Dataset entries:
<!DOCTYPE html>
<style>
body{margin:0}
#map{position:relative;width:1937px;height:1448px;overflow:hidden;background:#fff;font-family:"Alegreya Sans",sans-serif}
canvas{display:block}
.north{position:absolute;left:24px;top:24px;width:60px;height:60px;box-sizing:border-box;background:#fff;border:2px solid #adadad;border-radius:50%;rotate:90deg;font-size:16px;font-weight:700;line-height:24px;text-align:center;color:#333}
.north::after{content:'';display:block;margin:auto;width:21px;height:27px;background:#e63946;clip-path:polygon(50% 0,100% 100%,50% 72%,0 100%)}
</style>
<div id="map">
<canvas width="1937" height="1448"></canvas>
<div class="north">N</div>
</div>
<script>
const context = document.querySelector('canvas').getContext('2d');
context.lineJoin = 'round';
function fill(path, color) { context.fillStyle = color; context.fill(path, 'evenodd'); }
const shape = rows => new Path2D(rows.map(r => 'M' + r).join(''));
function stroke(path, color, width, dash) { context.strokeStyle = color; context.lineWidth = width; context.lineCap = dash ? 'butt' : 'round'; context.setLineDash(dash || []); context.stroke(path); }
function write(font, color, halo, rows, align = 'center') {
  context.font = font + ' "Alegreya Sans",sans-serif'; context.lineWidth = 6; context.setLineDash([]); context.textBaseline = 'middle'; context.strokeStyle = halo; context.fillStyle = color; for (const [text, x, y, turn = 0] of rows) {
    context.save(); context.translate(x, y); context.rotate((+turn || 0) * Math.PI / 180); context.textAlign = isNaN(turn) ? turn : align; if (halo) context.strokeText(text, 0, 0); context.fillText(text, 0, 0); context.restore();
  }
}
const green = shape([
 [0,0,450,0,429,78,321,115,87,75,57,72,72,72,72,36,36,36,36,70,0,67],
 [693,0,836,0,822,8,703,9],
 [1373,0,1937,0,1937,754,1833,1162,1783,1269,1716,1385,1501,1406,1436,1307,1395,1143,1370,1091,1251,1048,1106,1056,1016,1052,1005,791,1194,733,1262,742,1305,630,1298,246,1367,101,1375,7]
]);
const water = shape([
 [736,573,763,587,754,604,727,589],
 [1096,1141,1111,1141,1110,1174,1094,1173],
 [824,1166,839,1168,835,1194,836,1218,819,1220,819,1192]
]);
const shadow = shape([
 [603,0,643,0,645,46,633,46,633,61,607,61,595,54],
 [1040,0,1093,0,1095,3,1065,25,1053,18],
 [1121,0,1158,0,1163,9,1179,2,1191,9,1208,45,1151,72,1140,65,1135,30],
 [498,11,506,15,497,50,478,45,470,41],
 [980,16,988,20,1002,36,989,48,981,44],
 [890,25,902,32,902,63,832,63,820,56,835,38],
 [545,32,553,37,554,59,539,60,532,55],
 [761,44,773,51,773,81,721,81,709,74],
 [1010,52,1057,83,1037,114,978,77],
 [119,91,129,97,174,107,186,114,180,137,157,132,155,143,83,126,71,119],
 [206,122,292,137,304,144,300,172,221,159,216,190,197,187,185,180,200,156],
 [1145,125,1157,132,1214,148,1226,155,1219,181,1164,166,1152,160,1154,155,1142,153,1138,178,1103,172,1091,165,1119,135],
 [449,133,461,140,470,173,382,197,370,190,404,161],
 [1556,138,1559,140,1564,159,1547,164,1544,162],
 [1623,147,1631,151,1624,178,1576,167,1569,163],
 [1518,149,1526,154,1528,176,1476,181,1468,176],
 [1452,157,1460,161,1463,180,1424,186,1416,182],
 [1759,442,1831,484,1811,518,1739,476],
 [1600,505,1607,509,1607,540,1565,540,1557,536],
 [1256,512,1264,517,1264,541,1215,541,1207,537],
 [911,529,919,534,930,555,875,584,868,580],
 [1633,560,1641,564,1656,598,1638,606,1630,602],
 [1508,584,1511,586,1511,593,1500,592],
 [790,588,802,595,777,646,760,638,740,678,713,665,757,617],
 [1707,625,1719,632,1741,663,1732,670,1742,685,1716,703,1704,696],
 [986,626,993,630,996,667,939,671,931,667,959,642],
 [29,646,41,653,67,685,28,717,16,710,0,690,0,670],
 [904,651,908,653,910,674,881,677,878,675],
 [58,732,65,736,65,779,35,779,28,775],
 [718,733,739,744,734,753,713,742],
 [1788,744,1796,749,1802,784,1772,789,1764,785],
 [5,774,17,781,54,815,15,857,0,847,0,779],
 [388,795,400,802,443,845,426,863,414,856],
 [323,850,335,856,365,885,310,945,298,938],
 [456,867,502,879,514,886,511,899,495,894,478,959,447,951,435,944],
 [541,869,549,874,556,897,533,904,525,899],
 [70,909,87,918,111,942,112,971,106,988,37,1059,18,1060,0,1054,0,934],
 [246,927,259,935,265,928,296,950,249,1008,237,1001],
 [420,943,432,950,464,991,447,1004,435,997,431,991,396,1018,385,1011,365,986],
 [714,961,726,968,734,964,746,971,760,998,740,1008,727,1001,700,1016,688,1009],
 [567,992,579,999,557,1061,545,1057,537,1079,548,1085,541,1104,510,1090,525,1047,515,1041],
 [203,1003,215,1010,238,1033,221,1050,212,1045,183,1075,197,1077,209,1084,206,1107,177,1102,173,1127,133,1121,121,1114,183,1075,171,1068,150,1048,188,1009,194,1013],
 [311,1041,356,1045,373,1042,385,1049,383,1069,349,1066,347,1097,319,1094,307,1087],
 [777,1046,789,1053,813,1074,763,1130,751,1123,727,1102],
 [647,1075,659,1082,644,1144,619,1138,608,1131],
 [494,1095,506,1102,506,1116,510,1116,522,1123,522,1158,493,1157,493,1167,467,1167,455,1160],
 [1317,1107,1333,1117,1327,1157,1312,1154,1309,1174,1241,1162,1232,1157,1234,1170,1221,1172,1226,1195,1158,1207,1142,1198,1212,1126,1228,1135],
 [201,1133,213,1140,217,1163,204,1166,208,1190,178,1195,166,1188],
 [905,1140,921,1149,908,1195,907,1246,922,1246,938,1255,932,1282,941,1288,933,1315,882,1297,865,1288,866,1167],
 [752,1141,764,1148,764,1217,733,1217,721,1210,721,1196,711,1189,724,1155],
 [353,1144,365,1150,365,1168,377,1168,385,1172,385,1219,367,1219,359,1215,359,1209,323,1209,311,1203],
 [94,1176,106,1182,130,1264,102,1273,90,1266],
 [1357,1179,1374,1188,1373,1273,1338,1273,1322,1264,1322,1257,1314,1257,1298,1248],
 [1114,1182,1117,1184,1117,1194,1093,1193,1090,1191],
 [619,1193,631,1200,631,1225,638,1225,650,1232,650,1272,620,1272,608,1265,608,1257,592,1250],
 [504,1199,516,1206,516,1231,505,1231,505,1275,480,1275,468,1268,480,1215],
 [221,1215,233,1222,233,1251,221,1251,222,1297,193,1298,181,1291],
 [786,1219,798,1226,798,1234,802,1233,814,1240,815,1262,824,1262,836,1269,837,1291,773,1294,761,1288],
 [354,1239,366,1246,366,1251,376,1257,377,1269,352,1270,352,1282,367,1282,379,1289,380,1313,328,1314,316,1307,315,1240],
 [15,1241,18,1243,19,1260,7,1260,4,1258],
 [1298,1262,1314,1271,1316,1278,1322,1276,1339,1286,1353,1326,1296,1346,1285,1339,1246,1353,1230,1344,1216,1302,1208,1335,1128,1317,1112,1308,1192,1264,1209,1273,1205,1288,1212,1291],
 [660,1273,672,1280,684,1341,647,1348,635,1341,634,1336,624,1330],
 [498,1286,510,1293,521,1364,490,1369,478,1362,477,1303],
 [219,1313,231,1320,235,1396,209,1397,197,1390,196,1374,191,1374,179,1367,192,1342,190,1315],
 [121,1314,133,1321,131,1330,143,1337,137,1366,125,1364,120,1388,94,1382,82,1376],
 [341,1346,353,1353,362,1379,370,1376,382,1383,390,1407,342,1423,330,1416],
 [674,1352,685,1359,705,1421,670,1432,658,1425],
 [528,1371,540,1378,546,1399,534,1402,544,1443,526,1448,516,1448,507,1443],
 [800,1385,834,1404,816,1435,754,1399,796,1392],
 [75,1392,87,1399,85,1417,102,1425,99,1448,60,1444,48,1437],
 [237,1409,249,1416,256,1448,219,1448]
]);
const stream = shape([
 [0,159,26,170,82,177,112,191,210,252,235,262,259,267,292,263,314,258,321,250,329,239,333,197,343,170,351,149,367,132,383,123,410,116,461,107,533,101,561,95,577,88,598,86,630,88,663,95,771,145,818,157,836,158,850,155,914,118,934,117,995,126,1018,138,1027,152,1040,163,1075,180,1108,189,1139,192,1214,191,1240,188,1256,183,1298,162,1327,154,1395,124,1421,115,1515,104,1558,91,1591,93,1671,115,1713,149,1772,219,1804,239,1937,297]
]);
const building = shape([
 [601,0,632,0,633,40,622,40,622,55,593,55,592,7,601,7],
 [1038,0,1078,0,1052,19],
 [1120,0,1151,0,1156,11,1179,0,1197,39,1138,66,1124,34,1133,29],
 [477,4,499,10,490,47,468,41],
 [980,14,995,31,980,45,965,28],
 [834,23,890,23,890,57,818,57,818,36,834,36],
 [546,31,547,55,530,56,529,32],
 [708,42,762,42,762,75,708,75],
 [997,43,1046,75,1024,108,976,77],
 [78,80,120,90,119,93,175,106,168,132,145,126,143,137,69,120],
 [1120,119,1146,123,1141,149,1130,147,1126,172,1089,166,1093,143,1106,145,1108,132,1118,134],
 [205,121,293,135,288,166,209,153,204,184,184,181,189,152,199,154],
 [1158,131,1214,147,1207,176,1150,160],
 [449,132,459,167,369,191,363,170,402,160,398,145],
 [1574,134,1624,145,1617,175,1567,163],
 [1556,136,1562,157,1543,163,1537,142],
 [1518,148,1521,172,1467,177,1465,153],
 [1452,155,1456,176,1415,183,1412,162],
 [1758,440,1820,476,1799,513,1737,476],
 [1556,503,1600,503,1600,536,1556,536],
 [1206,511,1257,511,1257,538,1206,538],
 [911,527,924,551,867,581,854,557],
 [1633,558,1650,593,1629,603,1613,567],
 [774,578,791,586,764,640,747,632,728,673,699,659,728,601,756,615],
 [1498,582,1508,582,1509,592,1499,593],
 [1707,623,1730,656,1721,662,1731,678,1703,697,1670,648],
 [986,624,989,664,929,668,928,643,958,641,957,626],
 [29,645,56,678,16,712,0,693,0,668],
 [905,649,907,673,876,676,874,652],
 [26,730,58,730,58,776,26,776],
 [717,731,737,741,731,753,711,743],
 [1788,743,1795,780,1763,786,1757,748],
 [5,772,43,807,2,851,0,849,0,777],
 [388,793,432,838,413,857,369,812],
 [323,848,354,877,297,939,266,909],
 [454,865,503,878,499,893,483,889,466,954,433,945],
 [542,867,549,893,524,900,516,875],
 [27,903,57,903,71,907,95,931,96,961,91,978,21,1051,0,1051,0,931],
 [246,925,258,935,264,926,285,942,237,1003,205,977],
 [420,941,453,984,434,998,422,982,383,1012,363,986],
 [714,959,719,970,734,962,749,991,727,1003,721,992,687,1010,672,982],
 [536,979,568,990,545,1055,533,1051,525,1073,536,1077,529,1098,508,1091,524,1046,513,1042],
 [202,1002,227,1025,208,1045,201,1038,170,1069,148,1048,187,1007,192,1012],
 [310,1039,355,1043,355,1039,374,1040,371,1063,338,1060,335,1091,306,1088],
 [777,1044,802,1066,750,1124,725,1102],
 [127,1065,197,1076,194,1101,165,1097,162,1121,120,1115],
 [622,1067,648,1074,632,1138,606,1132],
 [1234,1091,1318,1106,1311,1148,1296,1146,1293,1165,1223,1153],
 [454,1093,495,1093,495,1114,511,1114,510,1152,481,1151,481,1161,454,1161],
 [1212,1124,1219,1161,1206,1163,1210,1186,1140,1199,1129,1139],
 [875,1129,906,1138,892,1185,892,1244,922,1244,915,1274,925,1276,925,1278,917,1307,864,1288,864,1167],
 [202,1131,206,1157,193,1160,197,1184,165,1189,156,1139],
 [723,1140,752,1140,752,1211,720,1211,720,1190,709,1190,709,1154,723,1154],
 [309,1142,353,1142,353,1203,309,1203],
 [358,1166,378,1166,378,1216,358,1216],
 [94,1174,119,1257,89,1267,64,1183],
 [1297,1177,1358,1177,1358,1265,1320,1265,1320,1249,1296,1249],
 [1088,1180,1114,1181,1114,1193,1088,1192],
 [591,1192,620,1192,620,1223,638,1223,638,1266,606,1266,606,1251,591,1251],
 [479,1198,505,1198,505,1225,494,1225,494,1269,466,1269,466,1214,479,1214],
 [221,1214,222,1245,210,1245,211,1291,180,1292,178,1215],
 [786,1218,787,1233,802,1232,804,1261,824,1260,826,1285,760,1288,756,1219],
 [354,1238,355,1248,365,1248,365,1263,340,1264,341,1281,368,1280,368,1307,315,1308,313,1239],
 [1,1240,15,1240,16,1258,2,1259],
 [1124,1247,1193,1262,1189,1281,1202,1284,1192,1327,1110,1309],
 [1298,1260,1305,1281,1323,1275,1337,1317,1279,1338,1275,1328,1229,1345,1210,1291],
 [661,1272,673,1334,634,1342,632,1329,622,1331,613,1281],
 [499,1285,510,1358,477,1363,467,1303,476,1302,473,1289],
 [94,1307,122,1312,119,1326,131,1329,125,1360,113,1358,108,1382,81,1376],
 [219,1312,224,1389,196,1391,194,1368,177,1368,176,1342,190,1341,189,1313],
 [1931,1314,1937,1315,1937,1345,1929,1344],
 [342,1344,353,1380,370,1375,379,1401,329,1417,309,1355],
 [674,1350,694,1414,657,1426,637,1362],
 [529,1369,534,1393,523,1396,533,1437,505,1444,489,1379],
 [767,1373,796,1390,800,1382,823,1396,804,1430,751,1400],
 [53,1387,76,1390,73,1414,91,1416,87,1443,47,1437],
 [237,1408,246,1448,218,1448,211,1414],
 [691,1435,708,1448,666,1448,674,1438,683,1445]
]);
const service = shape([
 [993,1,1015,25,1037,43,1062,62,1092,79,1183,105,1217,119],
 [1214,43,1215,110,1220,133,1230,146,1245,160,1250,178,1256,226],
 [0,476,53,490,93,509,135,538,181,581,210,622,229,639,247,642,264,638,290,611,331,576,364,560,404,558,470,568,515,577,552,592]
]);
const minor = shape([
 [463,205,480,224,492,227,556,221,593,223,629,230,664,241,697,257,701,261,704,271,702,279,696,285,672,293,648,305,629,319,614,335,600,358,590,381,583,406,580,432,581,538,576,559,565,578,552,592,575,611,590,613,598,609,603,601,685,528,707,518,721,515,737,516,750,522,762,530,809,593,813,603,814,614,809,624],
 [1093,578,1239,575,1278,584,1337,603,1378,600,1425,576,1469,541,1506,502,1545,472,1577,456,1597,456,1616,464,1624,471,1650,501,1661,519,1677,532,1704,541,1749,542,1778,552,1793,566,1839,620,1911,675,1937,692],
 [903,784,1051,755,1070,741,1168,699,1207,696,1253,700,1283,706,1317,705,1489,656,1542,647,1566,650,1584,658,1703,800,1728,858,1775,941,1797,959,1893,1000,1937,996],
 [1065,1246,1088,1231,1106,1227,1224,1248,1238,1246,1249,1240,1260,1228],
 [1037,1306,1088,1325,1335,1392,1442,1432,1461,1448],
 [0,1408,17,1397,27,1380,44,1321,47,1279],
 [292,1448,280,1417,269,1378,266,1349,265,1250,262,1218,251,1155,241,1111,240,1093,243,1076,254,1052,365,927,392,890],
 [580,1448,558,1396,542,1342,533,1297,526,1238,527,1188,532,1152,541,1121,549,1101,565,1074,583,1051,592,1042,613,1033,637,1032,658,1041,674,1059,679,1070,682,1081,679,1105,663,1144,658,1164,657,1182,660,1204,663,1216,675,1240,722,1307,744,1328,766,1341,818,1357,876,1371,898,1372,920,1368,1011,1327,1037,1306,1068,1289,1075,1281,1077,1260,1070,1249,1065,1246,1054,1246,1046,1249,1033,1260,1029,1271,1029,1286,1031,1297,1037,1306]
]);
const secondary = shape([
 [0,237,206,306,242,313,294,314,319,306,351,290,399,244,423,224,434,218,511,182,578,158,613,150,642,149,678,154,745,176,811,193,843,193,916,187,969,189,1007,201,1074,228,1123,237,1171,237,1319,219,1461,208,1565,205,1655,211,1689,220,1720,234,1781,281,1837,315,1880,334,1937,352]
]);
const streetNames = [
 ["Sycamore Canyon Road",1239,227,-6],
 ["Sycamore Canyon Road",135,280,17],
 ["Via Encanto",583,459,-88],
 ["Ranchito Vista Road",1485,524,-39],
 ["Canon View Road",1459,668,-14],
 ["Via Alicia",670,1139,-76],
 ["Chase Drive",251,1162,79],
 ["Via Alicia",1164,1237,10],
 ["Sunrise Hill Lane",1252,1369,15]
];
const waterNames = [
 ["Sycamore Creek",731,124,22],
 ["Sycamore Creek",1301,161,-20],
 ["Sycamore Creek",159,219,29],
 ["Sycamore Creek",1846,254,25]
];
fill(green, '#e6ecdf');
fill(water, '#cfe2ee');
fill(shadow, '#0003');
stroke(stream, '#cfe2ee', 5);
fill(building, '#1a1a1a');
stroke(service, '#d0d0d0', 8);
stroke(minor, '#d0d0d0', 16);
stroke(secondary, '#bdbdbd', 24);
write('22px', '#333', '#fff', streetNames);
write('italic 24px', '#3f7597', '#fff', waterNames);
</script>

## [TASK DETAILS]
Please tally the lines above that include the word "center" and answer with the number by itself.

## [WRITTEN ANSWER]
2